### [The records]
[Start of section]
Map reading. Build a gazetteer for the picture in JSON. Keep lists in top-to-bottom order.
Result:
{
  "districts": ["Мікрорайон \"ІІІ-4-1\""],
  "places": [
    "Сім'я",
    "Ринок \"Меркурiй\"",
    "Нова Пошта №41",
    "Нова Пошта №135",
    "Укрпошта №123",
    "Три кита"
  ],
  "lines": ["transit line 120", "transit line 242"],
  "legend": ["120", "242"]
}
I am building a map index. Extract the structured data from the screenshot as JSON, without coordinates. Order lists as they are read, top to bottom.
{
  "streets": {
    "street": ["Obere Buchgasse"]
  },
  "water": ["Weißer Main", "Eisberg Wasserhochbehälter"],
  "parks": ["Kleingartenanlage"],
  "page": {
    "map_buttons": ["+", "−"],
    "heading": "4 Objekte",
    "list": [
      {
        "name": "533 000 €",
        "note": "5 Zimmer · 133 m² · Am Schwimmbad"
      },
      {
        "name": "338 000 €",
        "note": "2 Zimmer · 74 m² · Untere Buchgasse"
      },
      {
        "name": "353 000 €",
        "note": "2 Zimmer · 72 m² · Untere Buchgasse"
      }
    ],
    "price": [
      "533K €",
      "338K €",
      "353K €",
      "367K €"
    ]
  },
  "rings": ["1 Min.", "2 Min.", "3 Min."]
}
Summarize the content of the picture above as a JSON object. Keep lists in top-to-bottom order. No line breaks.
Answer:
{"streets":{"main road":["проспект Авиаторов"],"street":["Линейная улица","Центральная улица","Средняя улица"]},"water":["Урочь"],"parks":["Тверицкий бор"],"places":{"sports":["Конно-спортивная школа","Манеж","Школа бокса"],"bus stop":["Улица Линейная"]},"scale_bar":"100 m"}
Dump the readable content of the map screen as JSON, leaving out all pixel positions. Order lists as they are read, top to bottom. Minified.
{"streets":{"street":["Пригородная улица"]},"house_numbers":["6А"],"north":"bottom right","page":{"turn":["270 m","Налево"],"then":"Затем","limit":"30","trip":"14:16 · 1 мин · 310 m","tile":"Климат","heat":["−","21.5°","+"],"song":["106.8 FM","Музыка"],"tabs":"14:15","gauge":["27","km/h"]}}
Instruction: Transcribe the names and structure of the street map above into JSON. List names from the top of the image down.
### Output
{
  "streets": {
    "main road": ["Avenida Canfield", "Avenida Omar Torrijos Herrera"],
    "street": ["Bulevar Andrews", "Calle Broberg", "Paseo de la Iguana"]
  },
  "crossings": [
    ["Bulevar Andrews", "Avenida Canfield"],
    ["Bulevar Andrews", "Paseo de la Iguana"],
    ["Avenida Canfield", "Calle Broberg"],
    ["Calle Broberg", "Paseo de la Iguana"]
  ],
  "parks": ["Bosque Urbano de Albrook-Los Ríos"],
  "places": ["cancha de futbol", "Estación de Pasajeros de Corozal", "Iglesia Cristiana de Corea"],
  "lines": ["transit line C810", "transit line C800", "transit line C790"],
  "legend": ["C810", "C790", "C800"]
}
[End of section]
Only the lines from the one with "Dump the readable" through the last line above should be restated, word for word.

### [Answer to this exercise]
Dump the readable content of the map screen as JSON, leaving out all pixel positions. Order lists as they are read, top to bottom. Minified.
{"streets":{"street":["Пригородная улица"]},"house_numbers":["6А"],"north":"bottom right","page":{"turn":["270 m","Налево"],"then":"Затем","limit":"30","trip":"14:16 · 1 мин · 310 m","tile":"Климат","heat":["−","21.5°","+"],"song":["106.8 FM","Музыка"],"tabs":"14:15","gauge":["27","km/h"]}}
Instruction: Transcribe the names and structure of the street map above into JSON. List names from the top of the image down.
### Output
{
  "streets": {
    "main road": ["Avenida Canfield", "Avenida Omar Torrijos Herrera"],
    "street": ["Bulevar Andrews", "Calle Broberg", "Paseo de la Iguana"]
  },
  "crossings": [
    ["Bulevar Andrews", "Avenida Canfield"],
    ["Bulevar Andrews", "Paseo de la Iguana"],
    ["Avenida Canfield", "Calle Broberg"],
    ["Calle Broberg", "Paseo de la Iguana"]
  ],
  "parks": ["Bosque Urbano de Albrook-Los Ríos"],
  "places": ["cancha de futbol", "Estación de Pasajeros de Corozal", "Iglesia Cristiana de Corea"],
  "lines": ["transit line C810", "transit line C800", "transit line C790"],
  "legend": ["C810", "C790", "C800"]
}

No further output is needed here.